What the task requires => Identify, in the records below, every line where the string "canvas" appears, and copy each such line.

######

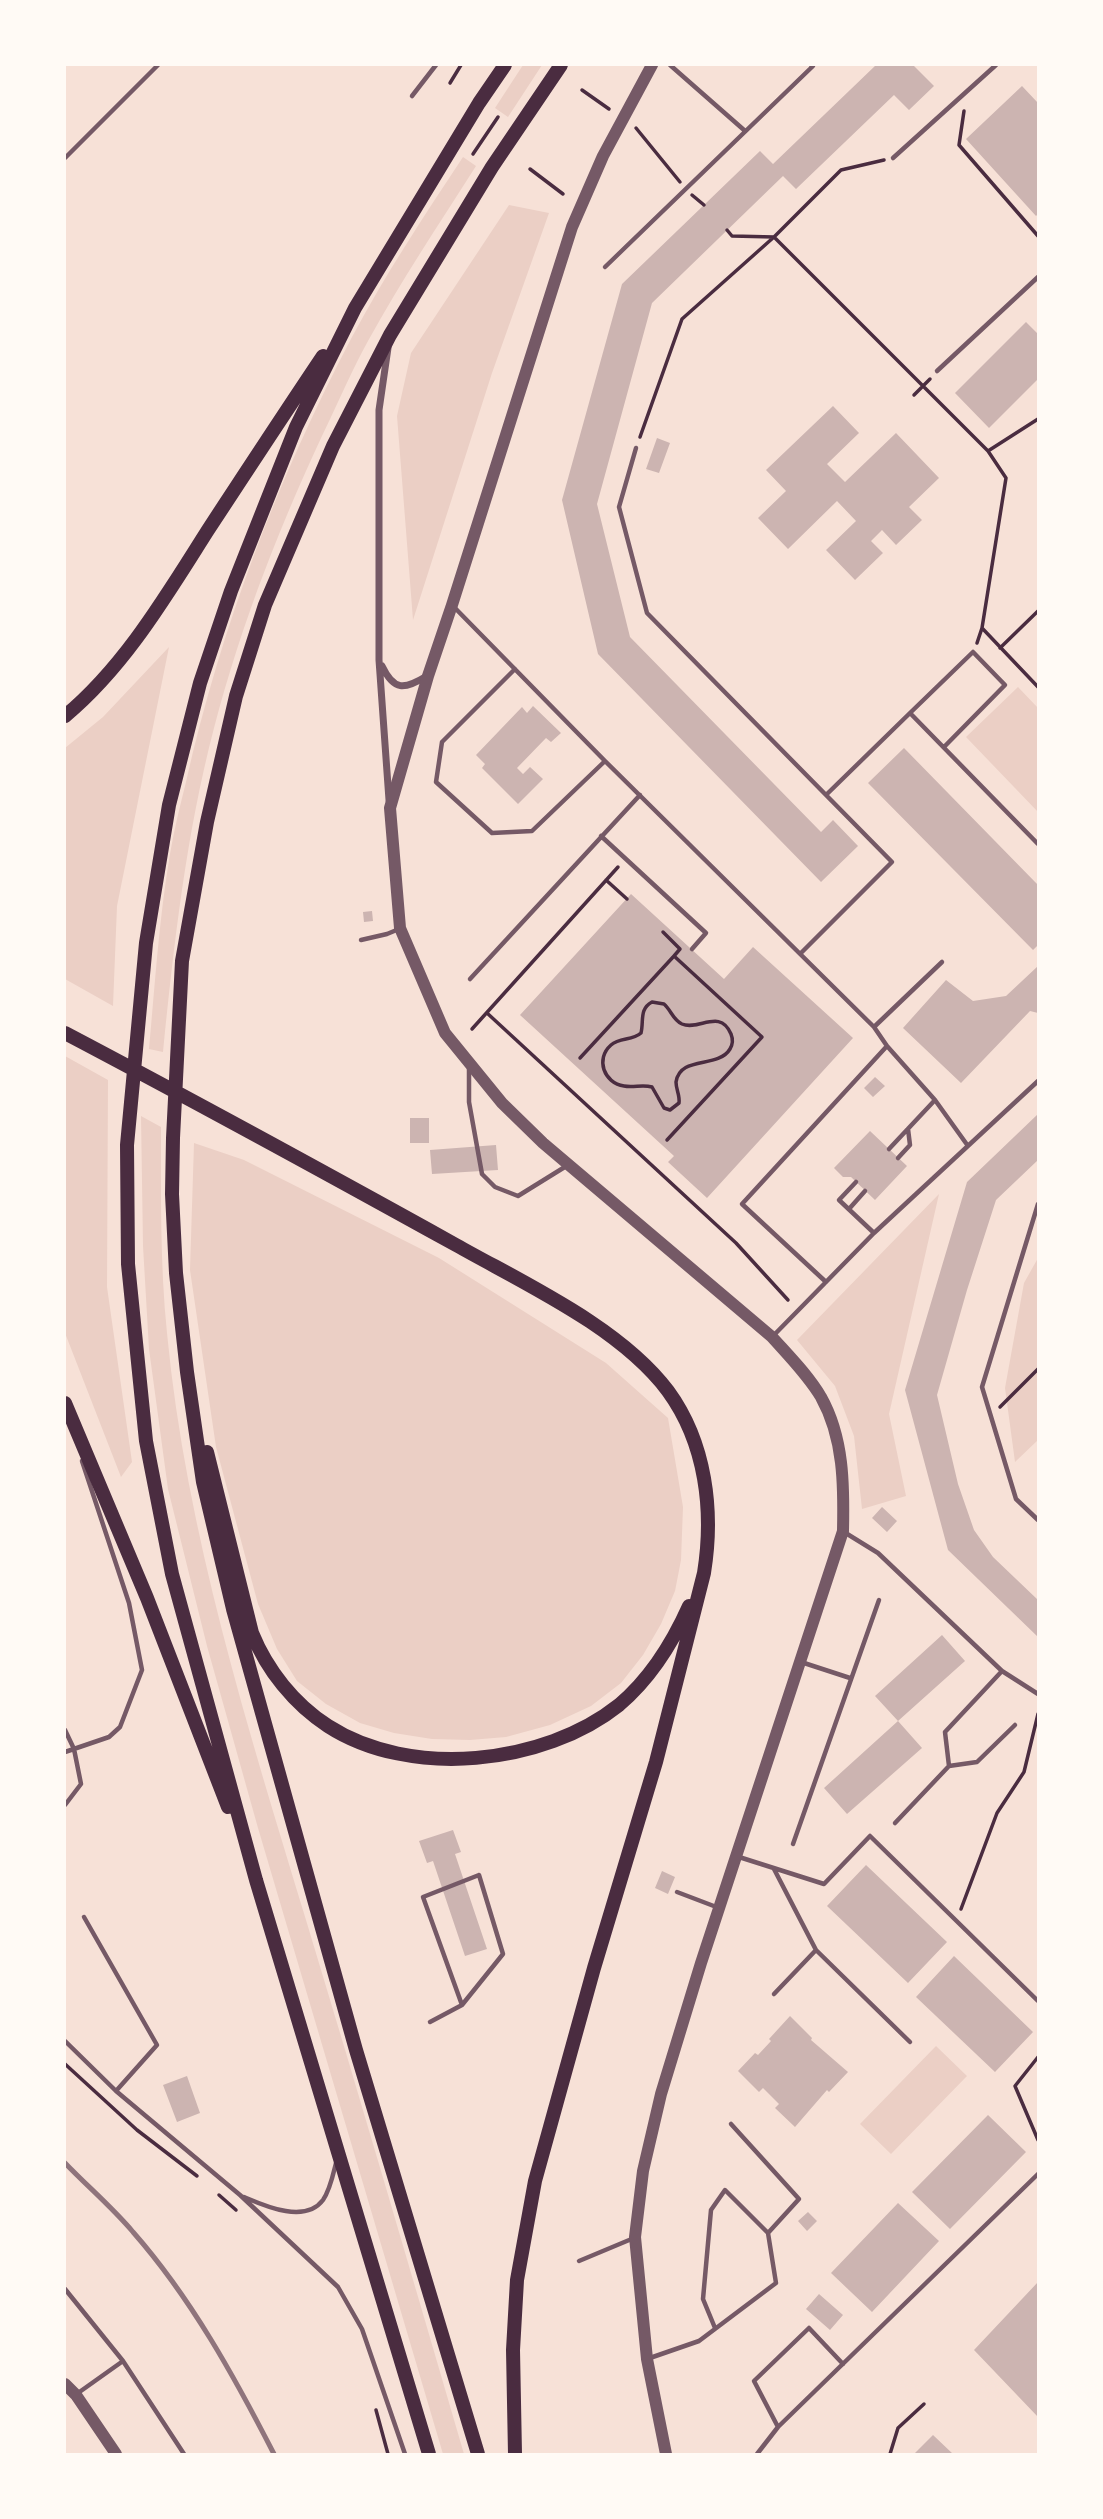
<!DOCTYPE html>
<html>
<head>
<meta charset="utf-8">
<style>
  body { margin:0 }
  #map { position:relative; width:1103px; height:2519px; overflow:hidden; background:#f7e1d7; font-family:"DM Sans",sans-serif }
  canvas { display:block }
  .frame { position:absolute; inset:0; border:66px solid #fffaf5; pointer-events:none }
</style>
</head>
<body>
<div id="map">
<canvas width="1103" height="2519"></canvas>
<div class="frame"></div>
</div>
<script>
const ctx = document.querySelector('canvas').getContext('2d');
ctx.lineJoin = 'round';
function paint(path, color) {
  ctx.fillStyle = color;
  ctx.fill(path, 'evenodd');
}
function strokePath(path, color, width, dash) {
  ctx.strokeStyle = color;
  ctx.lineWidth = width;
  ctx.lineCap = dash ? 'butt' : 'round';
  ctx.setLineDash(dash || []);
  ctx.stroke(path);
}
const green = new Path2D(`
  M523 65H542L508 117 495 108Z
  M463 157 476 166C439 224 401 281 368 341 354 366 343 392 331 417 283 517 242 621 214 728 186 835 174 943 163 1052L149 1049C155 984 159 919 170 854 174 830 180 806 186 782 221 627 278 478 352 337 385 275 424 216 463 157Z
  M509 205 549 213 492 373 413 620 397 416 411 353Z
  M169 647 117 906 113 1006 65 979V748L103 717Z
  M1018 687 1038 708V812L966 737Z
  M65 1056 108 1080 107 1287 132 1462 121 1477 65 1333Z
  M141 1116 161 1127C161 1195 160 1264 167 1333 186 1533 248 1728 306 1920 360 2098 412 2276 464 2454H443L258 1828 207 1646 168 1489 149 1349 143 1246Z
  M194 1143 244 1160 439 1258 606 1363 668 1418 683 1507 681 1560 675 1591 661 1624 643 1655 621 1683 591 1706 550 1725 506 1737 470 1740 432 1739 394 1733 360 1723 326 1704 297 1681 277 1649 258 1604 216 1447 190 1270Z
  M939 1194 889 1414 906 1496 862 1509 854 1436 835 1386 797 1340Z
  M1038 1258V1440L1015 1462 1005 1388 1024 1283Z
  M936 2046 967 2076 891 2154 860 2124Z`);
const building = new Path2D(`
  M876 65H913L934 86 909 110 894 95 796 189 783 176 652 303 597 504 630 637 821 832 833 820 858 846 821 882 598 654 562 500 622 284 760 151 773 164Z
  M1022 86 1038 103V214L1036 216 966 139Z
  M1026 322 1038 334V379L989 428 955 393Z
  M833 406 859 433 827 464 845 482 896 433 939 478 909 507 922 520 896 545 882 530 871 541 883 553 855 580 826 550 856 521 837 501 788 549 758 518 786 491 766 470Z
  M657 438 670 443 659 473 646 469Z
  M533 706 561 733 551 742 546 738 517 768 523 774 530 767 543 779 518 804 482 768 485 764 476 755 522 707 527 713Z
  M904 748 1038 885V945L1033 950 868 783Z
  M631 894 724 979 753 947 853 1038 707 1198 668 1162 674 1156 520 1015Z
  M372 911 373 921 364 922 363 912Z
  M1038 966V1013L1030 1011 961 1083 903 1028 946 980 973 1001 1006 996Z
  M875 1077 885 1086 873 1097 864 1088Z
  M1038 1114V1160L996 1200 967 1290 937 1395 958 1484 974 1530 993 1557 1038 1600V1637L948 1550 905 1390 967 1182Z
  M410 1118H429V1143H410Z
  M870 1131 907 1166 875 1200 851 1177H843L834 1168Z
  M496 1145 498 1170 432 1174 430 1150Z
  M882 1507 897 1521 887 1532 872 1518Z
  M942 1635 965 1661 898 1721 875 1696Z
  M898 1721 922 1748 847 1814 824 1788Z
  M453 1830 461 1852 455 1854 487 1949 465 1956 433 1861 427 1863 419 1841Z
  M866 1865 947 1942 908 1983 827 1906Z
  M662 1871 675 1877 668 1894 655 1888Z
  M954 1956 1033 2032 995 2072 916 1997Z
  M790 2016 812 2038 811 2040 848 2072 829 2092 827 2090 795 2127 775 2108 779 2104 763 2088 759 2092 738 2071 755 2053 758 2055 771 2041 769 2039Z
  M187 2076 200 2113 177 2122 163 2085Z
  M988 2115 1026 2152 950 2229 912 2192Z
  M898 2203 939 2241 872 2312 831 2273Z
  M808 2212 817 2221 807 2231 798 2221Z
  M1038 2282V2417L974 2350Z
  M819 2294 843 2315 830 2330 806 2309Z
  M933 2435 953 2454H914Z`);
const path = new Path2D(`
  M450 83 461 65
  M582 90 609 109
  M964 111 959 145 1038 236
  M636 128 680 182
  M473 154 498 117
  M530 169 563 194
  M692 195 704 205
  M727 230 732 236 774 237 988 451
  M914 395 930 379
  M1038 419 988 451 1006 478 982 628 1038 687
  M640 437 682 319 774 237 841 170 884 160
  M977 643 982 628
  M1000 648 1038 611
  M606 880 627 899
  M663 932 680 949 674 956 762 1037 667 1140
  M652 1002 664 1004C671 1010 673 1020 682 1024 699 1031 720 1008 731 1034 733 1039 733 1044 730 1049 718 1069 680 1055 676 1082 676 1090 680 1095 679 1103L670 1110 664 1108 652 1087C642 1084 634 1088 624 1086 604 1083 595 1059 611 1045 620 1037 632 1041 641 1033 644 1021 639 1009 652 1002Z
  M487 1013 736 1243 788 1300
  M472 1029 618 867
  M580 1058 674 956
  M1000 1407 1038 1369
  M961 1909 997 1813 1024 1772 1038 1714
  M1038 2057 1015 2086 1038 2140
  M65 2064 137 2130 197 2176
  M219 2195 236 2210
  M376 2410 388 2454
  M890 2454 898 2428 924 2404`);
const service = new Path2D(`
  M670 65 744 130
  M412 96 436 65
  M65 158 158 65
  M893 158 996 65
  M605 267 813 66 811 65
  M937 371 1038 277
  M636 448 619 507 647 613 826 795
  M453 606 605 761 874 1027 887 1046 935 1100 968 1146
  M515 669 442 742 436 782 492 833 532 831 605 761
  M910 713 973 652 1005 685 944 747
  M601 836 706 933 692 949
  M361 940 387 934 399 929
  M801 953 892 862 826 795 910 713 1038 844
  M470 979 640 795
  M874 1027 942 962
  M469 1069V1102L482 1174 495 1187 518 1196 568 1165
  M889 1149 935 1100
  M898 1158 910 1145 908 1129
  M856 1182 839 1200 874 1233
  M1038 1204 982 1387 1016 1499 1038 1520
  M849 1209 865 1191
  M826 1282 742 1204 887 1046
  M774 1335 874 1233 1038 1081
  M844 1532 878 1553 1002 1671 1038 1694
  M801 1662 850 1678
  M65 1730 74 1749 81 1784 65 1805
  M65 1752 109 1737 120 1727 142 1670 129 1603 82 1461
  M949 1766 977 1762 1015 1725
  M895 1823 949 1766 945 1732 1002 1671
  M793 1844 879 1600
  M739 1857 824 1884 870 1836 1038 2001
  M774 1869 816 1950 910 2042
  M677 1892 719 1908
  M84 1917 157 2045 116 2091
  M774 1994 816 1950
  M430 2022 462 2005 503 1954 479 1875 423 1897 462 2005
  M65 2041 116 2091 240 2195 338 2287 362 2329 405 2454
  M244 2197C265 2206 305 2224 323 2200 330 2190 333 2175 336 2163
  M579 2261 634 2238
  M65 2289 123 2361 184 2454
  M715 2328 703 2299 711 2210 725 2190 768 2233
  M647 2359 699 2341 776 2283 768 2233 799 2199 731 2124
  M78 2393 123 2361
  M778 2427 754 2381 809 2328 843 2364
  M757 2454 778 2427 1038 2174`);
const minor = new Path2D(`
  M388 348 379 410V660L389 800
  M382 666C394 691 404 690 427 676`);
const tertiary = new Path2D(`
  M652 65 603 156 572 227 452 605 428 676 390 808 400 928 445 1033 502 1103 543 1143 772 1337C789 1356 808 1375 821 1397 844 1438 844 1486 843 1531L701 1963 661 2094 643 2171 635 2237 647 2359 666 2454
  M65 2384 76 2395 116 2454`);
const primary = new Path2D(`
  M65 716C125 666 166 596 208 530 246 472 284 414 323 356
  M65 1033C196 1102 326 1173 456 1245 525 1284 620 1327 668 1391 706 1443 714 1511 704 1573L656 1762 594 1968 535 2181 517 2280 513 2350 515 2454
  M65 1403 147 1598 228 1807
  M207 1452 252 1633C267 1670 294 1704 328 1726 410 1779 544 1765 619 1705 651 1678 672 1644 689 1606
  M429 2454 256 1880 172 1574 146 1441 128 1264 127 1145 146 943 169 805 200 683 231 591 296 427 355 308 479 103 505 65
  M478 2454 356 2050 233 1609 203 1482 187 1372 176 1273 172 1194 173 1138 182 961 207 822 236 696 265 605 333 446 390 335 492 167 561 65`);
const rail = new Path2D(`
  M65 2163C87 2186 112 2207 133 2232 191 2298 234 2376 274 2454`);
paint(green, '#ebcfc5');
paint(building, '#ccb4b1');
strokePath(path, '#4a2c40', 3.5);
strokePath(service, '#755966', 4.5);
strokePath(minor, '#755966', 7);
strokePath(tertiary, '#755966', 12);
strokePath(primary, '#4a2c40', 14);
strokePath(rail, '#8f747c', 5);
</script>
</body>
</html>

######

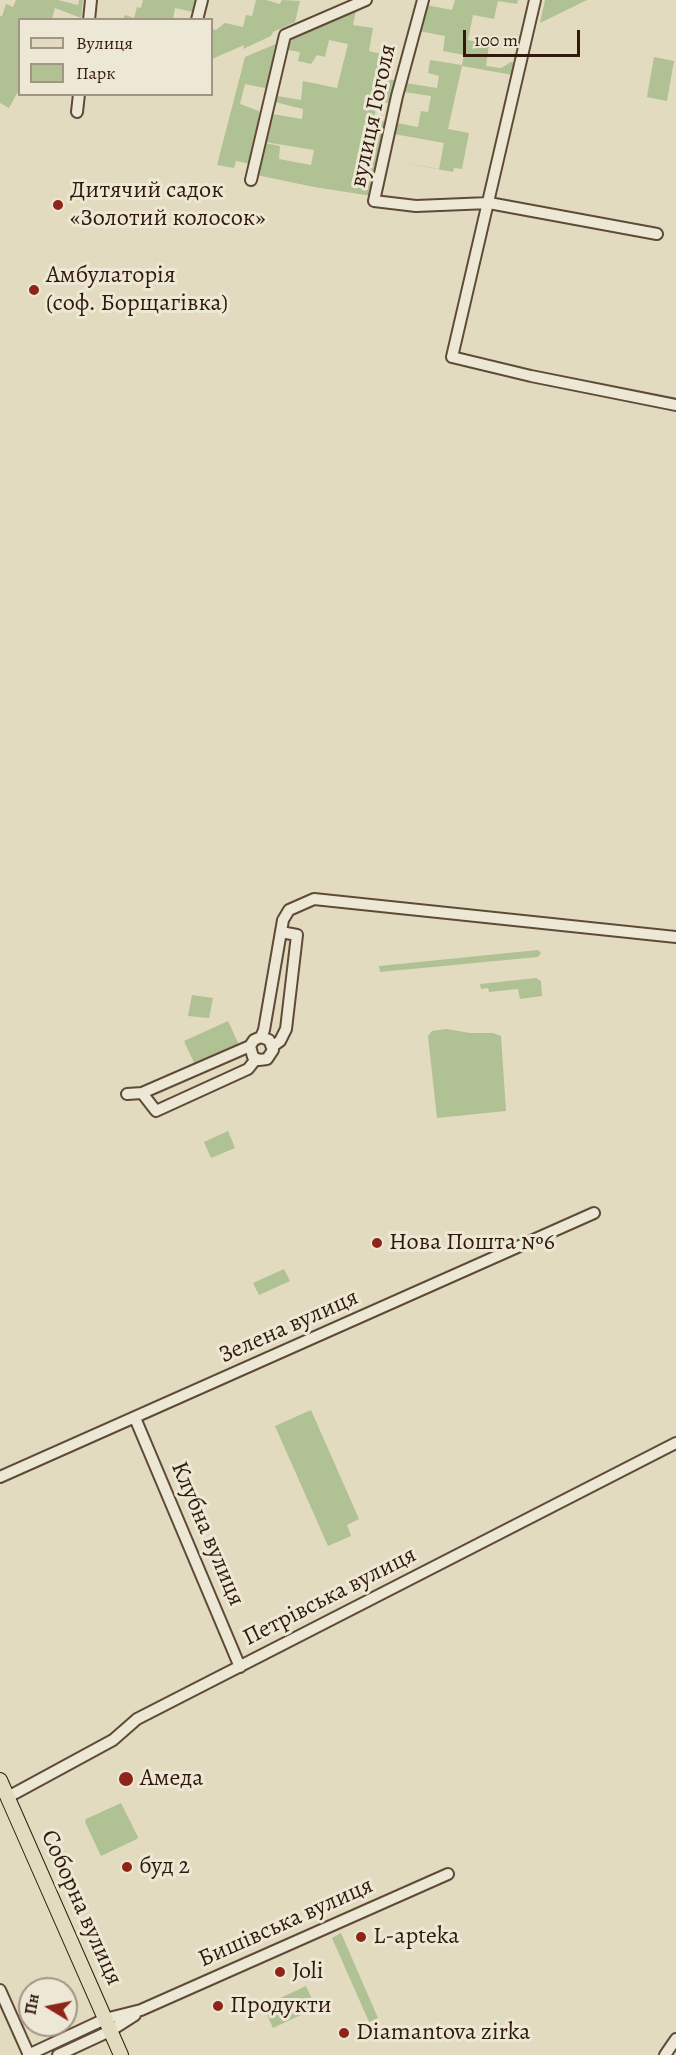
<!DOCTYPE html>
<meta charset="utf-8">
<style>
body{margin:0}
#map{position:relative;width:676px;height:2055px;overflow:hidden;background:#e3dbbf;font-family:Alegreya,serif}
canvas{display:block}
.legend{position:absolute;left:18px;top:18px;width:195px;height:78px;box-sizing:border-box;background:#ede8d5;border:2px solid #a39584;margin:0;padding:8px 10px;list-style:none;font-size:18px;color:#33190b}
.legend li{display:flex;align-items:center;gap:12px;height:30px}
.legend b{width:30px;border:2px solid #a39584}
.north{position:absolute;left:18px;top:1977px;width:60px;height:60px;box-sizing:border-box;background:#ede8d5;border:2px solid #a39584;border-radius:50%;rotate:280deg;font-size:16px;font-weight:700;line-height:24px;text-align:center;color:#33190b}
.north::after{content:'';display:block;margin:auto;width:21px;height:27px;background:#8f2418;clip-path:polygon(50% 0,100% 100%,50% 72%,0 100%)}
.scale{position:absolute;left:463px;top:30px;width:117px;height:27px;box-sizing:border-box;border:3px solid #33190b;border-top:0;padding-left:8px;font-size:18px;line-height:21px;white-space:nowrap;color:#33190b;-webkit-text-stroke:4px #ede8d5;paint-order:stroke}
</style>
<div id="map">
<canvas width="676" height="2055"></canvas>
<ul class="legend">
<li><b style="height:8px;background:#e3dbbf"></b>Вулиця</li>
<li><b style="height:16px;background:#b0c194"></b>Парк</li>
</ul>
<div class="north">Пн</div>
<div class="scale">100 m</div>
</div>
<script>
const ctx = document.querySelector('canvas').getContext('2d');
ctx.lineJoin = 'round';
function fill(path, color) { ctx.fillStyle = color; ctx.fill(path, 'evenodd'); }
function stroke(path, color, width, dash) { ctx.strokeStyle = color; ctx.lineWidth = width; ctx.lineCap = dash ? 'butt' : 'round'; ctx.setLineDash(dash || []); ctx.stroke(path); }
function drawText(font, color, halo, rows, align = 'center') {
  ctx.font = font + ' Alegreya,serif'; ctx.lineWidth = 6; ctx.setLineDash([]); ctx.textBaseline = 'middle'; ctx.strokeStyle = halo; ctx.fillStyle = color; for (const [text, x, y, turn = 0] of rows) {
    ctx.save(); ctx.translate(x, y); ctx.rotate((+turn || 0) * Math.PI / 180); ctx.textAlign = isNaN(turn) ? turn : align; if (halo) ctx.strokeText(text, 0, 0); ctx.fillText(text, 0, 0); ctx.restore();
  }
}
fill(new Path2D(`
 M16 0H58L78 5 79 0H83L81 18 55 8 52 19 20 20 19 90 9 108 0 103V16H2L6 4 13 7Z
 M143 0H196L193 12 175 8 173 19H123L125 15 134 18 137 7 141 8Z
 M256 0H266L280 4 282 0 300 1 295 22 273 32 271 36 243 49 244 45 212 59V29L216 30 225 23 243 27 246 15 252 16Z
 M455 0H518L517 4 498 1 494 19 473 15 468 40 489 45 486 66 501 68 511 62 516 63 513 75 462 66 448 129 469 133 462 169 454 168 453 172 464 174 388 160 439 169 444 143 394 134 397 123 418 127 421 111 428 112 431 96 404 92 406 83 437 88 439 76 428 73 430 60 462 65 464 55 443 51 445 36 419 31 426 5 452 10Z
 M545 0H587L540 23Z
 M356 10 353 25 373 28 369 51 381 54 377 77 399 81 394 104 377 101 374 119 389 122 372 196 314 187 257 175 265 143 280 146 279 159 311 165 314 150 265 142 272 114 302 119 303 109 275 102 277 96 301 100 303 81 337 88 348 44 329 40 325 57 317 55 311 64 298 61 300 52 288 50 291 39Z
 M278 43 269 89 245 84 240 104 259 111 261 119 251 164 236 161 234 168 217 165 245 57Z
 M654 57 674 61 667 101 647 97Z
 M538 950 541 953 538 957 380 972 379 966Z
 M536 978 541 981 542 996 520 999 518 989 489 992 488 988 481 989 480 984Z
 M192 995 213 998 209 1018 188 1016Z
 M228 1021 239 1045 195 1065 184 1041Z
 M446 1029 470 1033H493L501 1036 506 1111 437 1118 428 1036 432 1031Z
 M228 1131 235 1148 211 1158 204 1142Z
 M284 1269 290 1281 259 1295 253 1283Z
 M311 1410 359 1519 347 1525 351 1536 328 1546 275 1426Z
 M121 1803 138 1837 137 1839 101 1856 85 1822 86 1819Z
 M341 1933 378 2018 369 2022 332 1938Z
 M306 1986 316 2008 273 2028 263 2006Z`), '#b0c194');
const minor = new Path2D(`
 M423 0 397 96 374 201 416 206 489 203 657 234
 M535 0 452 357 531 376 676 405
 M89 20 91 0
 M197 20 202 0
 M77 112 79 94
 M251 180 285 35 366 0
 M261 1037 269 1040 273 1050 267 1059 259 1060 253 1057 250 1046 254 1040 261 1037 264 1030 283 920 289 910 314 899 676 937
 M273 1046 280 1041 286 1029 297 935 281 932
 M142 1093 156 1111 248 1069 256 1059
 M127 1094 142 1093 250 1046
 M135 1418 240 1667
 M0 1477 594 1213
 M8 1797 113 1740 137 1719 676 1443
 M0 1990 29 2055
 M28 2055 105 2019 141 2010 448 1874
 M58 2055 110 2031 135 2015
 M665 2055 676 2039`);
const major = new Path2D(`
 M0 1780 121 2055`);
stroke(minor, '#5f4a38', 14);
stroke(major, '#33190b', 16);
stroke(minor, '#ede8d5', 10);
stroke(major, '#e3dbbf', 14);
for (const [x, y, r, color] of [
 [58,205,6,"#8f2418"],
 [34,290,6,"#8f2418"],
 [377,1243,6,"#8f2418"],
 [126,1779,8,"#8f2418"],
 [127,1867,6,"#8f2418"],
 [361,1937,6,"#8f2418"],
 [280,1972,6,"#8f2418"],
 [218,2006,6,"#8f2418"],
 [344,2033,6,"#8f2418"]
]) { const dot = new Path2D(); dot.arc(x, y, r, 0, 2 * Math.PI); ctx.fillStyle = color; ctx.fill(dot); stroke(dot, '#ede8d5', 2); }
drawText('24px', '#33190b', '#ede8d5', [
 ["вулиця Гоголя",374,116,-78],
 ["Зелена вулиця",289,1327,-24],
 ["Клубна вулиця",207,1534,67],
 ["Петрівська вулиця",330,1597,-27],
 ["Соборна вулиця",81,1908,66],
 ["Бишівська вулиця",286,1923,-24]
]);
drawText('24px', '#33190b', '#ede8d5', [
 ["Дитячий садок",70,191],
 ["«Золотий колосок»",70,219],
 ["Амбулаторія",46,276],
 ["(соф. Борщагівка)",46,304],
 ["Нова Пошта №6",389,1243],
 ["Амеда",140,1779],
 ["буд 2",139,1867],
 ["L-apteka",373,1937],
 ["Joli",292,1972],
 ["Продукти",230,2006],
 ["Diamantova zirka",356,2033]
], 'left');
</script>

######

Exercise solution =>
  canvas { display:block }
<canvas width="1103" height="2519"></canvas>
const ctx = document.querySelector('canvas').getContext('2d');
canvas{display:block}
<canvas width="676" height="2055"></canvas>
const ctx = document.querySelector('canvas').getContext('2d');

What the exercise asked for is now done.